Trocas possibilitavam novas amizades e driblar a inibição

Sem aplicativos de troca de mensagens ou e-mails, a forma mais rápida de comunicação na década de 80 ainda era o telefone fixo! Que concorria de perto com a informação boca-a-boca. Assim, quando sabiam que determinada menina tinha o papel de carta da coleção tão desejada, a meninada tentava conseguir o número do telefone e, consequentemente, o endereço. Era o que bastava para se aventurarem para outros bairros e fazerem as trocas dos papéis.

multi papel cartaPara Josiane, descobrir quem tinha determinado papel e depois fazer a troca possibilitava fazer novas amizades, pois extrapolava os muros da escola e a rodinha de amigas do bairro. “Era muito importante neste quesito de relacionamento pessoal. Não tinha esse imediatismo da internet. E, como a gente queria muito a determinado papel, a gente era motivado a conquistar. Vencia até a inibição”, analisa.

Maria Augusta assina embaixo a colocação da amiga e ainda acrescenta: as crianças estão deixando a infância muito cedo. “Na idade em que estávamos colecionando papéis de carta, as meninas de hoje já estão namorando”, pontua. Observando os filhos Vitor, 8, e Tomas, 2, ela relata ainda que as crianças brincam um pouco e logo enjoam do brinquedo.

A pequena Alícia, 7, por exemplo, não se interessou pela coleção de papéis de carta da mãe Josiane. A menina viu, achou bonito e ponto. Josiane gostaria que ela fizesse alguma coleção para ter tais recordações da infância, assim como as memórias vêm à mente quando olha os papéis de carta. Mas, sabe que a concorrência com a internet e os eletrônicos não favorece. “Tem uma boneca que lançaram e é destinada a coleção, chama Low. Cada unidade custa R$ 100. Ela tem quatro, mas é diferente a forma de ver a coleção”, conclui.

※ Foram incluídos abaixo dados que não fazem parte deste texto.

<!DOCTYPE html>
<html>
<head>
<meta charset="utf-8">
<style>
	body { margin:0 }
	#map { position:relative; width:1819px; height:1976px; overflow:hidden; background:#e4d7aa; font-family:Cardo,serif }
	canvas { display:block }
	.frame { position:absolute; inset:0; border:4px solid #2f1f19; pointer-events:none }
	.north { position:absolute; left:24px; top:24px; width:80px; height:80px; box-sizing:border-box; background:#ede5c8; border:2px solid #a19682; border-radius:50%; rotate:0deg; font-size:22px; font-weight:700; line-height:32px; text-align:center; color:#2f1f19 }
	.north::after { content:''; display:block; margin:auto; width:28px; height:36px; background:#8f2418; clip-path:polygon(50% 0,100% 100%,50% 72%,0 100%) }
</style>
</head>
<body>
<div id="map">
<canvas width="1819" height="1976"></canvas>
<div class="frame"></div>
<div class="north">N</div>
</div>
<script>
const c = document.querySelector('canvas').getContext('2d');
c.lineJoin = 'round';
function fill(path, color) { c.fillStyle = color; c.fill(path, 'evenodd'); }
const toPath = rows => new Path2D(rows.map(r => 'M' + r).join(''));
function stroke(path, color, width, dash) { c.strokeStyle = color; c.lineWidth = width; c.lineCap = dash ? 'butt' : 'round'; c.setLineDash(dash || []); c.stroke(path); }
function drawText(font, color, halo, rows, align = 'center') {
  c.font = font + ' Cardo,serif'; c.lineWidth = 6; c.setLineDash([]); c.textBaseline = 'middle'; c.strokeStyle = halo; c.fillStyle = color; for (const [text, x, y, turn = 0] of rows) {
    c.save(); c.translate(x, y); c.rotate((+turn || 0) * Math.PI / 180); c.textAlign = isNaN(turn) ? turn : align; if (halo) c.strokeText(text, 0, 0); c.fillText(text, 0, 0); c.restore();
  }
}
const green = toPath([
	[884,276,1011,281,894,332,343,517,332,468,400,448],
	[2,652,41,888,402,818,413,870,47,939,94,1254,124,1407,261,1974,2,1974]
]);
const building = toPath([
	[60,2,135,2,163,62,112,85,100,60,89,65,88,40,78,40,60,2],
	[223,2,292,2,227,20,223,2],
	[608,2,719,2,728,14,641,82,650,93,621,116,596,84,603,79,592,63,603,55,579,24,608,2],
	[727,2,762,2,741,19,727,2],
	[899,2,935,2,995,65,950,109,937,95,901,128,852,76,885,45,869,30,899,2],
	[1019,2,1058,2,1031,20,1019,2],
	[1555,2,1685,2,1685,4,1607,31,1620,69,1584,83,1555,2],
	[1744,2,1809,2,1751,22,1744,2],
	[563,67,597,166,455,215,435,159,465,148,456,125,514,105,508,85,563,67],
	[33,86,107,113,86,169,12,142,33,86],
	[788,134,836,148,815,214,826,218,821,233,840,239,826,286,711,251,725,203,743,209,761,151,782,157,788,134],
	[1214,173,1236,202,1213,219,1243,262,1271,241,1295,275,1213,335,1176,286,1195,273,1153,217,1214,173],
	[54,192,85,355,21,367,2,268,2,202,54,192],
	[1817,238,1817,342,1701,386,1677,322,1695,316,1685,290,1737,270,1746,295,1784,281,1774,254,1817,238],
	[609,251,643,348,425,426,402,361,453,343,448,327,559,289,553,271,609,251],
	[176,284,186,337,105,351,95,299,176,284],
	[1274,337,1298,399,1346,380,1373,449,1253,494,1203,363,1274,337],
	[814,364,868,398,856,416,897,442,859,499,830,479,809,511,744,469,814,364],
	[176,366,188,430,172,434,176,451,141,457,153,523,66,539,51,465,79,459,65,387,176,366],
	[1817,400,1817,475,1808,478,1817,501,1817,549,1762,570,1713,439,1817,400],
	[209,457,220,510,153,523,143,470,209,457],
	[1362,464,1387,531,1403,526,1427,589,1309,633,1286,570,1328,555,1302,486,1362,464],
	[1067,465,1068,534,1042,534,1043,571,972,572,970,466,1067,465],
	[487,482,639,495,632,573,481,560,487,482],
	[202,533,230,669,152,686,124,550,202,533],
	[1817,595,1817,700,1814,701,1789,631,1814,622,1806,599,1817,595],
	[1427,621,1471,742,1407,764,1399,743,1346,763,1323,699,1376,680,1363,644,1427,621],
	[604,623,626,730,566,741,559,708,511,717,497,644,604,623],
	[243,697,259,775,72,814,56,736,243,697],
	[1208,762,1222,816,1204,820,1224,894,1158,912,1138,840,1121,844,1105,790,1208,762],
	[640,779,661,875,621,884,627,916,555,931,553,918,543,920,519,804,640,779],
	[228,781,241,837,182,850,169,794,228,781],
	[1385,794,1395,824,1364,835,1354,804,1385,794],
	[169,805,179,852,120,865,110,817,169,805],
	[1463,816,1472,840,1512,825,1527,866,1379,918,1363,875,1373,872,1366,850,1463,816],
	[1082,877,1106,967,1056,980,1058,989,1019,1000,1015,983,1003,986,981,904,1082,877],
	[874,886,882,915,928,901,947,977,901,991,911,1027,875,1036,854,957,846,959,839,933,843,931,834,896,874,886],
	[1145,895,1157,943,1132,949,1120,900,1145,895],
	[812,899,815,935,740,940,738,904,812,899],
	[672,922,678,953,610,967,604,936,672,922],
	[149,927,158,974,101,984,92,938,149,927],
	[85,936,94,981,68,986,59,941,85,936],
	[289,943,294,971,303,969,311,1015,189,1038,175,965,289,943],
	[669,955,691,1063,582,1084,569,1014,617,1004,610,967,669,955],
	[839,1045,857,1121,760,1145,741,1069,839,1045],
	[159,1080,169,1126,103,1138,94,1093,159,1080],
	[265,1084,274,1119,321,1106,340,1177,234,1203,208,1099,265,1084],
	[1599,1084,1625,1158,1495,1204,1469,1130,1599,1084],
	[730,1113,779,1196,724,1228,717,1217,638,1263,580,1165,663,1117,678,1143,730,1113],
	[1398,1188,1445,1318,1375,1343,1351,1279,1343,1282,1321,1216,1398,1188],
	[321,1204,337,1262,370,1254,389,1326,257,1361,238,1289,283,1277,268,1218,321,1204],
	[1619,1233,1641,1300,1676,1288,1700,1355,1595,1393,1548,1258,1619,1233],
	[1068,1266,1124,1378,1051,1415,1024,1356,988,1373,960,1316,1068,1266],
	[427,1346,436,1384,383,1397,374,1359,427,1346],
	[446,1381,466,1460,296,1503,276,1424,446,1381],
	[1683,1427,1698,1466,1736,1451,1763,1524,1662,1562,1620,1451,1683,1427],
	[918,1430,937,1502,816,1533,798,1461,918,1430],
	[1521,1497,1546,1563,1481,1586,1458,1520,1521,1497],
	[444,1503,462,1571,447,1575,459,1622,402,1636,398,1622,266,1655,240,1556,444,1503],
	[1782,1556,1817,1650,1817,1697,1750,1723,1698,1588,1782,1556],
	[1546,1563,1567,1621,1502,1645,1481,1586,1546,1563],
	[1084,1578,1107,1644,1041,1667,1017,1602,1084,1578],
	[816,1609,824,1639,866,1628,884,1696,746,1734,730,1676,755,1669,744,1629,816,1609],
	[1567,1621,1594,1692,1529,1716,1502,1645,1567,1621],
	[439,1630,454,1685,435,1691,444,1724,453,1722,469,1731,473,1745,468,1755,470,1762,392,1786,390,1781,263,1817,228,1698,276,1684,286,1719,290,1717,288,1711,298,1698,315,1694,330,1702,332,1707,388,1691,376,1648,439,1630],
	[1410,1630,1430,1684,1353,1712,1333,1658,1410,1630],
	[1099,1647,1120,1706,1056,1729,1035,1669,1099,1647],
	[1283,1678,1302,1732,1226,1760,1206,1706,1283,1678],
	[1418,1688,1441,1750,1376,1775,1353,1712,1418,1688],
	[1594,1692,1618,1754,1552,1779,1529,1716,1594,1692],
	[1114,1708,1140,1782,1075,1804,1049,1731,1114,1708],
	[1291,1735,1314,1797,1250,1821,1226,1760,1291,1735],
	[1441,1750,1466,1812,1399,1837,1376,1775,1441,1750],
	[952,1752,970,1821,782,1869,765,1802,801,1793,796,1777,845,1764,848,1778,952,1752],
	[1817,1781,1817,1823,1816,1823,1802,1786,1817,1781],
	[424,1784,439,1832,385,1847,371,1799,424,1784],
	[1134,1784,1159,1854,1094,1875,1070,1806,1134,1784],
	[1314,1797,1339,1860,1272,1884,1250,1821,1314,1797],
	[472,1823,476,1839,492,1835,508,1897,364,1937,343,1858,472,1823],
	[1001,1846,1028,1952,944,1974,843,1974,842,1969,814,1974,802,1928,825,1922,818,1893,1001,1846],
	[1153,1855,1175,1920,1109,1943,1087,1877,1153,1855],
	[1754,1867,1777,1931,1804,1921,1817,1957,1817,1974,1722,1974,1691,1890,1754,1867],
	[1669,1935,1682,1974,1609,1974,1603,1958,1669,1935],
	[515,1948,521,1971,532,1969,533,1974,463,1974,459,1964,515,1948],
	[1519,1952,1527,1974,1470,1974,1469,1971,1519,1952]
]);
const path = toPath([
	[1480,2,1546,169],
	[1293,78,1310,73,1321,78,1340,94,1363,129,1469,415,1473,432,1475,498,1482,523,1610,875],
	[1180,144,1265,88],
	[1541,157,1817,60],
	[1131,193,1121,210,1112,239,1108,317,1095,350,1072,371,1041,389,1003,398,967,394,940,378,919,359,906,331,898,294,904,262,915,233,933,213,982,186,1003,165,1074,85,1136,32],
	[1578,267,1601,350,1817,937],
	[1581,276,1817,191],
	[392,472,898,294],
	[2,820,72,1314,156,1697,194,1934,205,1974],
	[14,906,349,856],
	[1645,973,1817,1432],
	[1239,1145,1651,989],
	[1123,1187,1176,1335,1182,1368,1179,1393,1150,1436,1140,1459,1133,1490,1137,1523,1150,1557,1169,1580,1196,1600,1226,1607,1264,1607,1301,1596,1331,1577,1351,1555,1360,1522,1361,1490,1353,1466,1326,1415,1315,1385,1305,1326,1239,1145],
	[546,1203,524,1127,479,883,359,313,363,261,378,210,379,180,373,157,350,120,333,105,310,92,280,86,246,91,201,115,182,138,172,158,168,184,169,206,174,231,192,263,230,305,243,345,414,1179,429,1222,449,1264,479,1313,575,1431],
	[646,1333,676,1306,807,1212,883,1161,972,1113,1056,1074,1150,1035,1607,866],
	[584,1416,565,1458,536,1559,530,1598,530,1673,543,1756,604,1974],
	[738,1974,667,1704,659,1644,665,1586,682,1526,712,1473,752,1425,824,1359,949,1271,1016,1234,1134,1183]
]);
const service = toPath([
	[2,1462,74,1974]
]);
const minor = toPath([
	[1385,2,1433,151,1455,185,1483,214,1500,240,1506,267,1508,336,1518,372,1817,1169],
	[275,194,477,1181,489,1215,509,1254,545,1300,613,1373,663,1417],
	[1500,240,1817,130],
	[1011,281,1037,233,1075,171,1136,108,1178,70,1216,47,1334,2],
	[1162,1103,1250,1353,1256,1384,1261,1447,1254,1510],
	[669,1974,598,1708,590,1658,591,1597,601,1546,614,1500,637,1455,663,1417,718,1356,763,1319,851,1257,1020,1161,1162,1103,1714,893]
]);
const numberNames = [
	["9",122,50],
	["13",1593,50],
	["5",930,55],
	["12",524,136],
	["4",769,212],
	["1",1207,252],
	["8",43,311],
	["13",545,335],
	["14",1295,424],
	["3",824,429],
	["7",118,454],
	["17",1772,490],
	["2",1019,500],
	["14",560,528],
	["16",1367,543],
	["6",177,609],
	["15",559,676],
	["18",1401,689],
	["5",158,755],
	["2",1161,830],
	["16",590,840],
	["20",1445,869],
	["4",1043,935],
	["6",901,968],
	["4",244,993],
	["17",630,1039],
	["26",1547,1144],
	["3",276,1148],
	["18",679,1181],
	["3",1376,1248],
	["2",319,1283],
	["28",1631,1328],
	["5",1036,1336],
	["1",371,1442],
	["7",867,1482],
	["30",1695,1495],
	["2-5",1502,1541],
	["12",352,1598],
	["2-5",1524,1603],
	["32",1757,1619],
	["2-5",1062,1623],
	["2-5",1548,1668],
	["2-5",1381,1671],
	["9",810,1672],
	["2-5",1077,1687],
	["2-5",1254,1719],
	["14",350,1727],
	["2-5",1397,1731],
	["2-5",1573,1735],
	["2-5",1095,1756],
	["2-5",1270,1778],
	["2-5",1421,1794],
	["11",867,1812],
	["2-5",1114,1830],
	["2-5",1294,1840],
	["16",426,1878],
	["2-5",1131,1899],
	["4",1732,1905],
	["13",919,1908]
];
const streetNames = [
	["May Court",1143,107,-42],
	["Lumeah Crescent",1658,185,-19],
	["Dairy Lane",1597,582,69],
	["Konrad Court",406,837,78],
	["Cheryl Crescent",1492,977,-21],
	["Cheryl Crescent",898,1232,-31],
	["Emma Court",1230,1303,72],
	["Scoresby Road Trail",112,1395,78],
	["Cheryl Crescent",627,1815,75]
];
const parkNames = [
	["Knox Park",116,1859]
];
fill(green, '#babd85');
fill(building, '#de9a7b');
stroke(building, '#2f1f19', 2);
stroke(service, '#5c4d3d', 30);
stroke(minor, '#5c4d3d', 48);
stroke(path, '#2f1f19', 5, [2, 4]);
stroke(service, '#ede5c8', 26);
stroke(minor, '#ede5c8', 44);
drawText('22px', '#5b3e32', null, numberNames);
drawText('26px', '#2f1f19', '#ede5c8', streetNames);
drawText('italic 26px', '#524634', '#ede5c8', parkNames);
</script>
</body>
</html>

O filho mais velho de Maria Augusta gosta de desenhar e tem o hábito de guardar os desenhos. Ela torce para que comece a ser o início de uma coleção, assim ele poderá comparar a evolução dos desenhos, as fases em que foram criados e o que retratavam em cada uma das etapas. Mas, também será uma forma diferente de colecionar, pois será de criações pessoais. “Como a época dos papéis de carta vai ser difícil que exista outra igual”, prevê Maria Augusta.